* [Required work]
Only the lines from the beginning of the data below through the line that contains "filter:drop-shadow(2px 0 #f4f1e8)" should be repeated, exactly as written.

* [Exercise input]
=-=-=-=-=
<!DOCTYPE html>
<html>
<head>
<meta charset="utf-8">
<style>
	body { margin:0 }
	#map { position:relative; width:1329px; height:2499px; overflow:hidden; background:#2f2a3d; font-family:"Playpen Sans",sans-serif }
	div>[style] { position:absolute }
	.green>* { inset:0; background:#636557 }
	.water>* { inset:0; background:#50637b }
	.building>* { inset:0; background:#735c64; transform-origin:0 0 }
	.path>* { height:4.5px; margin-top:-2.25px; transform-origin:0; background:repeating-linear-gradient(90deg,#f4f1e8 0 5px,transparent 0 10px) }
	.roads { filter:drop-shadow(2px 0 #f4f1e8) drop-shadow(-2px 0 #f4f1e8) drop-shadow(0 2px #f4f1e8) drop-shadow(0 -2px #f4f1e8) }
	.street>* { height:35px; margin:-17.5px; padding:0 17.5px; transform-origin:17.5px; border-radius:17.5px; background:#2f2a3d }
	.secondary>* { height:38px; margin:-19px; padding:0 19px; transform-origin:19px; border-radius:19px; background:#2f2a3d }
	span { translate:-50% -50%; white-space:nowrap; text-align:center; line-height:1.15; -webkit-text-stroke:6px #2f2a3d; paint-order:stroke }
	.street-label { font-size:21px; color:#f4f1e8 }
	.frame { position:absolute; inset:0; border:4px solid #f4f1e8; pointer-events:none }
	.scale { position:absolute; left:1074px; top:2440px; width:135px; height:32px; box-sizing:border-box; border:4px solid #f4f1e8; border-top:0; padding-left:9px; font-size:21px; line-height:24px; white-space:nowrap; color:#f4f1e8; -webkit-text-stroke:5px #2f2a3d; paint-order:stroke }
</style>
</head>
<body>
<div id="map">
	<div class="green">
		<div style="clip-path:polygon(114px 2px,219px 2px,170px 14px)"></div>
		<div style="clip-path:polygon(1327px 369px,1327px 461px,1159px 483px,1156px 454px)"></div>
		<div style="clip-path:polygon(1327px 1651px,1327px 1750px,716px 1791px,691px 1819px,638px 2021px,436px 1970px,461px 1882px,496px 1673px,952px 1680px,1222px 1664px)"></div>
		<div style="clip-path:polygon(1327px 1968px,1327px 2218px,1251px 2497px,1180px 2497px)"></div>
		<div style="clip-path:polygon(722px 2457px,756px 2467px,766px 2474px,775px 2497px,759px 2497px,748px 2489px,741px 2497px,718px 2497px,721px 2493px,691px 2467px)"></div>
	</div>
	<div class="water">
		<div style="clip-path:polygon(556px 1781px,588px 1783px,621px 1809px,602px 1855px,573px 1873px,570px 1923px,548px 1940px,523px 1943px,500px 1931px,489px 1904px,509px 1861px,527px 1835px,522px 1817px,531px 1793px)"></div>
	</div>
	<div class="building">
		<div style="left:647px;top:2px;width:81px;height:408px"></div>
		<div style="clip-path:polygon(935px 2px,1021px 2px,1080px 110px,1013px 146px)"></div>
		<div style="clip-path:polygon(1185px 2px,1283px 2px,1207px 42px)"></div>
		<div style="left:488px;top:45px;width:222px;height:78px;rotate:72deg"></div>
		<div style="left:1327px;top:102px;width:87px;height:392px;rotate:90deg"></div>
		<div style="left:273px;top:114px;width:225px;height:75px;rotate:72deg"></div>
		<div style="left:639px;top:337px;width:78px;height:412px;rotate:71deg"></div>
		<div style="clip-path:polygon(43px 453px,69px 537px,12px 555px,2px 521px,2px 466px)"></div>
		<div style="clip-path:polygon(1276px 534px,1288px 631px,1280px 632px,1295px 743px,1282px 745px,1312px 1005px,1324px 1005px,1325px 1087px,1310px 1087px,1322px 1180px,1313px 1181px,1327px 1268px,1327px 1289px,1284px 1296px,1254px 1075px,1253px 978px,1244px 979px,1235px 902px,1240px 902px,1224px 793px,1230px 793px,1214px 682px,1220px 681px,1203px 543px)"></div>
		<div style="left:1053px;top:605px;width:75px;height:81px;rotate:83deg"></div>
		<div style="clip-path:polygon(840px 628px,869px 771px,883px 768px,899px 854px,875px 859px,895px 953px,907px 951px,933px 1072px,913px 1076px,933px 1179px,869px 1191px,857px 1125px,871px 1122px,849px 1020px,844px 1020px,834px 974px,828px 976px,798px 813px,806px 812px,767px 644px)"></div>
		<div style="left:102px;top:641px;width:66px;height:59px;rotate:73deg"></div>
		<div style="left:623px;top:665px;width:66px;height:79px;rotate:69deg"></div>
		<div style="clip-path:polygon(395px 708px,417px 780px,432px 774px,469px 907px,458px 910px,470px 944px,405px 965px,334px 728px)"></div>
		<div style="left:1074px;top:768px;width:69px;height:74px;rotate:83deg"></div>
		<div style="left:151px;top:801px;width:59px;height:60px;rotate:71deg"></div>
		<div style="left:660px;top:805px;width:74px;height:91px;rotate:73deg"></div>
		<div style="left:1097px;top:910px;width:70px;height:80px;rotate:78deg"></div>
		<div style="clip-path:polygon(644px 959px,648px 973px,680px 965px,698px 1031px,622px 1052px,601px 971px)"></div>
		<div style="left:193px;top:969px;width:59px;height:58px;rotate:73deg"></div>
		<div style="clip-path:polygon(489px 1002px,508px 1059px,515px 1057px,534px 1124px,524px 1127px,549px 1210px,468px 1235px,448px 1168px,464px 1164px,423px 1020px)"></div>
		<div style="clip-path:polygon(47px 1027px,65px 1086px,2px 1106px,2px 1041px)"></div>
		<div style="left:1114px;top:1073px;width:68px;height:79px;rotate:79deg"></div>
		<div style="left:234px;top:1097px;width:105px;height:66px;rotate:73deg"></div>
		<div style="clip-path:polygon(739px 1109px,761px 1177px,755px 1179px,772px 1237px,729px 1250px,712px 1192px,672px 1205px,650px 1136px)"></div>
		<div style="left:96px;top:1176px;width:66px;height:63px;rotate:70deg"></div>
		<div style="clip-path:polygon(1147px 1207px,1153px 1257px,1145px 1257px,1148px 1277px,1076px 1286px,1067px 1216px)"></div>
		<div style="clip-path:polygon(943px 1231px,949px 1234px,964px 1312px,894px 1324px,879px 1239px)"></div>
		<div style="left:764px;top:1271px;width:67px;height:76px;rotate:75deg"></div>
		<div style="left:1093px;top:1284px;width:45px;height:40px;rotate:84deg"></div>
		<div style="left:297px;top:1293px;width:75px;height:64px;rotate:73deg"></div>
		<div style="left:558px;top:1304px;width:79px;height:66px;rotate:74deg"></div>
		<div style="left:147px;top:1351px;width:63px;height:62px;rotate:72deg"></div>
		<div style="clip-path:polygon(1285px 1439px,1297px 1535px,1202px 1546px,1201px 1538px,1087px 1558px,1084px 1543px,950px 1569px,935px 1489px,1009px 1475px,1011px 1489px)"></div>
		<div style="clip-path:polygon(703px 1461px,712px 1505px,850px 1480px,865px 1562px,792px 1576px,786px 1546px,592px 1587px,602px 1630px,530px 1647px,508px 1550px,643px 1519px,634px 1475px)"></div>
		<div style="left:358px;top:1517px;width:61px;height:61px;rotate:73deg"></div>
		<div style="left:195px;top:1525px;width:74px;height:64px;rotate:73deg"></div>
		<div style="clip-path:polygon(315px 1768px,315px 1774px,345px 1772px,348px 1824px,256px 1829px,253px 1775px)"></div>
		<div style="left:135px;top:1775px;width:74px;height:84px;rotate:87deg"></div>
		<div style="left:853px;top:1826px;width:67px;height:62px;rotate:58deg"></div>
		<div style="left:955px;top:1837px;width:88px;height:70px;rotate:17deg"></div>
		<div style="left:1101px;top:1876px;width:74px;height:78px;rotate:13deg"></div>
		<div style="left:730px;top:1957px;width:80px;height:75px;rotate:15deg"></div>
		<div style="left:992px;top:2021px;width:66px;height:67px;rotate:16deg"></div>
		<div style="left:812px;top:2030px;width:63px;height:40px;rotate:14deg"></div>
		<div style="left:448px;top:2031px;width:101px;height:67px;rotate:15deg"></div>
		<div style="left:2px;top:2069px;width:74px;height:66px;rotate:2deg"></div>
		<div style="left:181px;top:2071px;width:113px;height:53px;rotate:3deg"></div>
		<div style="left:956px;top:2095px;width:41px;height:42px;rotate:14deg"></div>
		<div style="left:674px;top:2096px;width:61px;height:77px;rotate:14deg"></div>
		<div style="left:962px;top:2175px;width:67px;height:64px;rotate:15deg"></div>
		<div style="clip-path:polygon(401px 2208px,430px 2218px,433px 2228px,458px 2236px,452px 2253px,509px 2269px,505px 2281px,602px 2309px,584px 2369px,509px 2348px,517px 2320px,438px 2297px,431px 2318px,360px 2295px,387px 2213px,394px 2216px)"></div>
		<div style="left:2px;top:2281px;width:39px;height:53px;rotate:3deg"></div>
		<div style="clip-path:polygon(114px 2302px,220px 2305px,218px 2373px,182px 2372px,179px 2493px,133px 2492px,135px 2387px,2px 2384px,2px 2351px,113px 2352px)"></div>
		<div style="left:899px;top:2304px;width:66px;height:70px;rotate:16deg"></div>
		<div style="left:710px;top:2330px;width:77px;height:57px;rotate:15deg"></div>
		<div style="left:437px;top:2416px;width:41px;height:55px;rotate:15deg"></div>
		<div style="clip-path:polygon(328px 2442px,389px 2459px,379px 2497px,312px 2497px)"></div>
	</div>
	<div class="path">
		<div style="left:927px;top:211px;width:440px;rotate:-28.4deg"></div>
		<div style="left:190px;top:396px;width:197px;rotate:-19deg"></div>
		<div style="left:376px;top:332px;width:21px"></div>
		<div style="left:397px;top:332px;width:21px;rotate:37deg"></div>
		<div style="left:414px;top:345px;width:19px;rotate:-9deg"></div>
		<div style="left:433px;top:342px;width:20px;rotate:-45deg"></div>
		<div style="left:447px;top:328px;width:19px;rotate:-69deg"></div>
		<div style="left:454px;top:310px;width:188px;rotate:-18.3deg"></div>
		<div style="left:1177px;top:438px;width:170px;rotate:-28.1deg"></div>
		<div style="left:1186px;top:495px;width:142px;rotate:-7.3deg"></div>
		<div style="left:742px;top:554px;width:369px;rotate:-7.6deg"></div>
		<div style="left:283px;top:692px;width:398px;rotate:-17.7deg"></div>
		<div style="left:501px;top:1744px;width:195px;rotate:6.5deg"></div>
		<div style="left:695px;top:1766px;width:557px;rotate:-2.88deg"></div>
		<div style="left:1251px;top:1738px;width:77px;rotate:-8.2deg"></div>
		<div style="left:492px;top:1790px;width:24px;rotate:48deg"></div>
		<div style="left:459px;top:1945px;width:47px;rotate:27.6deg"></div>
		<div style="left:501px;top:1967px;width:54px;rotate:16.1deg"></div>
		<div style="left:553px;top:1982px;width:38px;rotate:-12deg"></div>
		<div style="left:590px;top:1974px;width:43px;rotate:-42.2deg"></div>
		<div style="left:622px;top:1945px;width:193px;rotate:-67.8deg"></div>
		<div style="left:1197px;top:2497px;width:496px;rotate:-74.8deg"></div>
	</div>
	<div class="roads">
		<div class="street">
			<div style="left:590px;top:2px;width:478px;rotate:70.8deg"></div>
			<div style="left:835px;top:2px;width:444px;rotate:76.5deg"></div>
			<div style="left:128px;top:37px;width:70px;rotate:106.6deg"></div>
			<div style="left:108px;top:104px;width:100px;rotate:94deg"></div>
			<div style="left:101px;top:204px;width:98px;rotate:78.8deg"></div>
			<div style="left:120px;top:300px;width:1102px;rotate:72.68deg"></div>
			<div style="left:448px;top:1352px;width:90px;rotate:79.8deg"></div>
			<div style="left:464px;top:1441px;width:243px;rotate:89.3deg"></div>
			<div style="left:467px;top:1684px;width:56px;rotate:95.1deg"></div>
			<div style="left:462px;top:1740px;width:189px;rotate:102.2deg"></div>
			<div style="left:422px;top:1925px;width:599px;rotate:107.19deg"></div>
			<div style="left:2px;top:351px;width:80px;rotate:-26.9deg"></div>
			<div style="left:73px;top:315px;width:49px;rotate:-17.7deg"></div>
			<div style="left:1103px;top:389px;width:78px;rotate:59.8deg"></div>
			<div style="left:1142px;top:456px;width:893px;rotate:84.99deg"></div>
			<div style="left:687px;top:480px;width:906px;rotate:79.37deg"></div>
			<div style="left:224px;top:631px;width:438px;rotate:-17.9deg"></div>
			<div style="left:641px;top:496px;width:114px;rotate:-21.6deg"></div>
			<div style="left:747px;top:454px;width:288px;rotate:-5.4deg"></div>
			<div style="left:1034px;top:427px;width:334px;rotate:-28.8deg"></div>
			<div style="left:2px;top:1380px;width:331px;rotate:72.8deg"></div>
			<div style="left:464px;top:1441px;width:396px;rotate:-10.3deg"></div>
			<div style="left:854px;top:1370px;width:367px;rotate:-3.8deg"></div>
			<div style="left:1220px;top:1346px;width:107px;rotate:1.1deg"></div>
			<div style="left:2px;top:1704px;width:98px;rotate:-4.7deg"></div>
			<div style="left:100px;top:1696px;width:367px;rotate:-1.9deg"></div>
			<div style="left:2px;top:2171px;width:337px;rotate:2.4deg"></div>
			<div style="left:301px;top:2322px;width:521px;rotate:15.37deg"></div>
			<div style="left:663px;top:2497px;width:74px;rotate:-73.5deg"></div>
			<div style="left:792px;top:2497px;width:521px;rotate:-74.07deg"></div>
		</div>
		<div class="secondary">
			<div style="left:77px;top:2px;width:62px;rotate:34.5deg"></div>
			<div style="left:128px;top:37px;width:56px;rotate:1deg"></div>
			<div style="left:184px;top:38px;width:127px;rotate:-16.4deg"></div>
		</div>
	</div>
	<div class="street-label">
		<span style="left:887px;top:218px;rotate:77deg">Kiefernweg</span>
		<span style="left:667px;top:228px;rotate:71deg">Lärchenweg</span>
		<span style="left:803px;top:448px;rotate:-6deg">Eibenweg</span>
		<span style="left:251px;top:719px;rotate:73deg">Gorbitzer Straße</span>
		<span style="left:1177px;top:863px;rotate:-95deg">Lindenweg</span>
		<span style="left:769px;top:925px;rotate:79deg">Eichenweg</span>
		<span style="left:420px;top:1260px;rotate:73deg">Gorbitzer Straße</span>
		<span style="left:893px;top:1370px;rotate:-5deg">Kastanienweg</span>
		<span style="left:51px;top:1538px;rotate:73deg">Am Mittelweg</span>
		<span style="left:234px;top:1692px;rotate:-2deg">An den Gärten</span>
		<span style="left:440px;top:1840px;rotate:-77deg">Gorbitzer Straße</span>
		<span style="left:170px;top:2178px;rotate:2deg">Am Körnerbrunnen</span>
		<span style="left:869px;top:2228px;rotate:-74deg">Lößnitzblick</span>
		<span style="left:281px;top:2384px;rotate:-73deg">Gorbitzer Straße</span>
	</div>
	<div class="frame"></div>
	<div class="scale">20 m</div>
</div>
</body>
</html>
=-=-=-=-=
* [Answer below]
<!DOCTYPE html>
<html>
<head>
<meta charset="utf-8">
<style>
	body { margin:0 }
	#map { position:relative; width:1329px; height:2499px; overflow:hidden; background:#2f2a3d; font-family:"Playpen Sans",sans-serif }
	div>[style] { position:absolute }
	.green>* { inset:0; background:#636557 }
	.water>* { inset:0; background:#50637b }
	.building>* { inset:0; background:#735c64; transform-origin:0 0 }
	.path>* { height:4.5px; margin-top:-2.25px; transform-origin:0; background:repeating-linear-gradient(90deg,#f4f1e8 0 5px,transparent 0 10px) }
	.roads { filter:drop-shadow(2px 0 #f4f1e8) drop-shadow(-2px 0 #f4f1e8) drop-shadow(0 2px #f4f1e8) drop-shadow(0 -2px #f4f1e8) }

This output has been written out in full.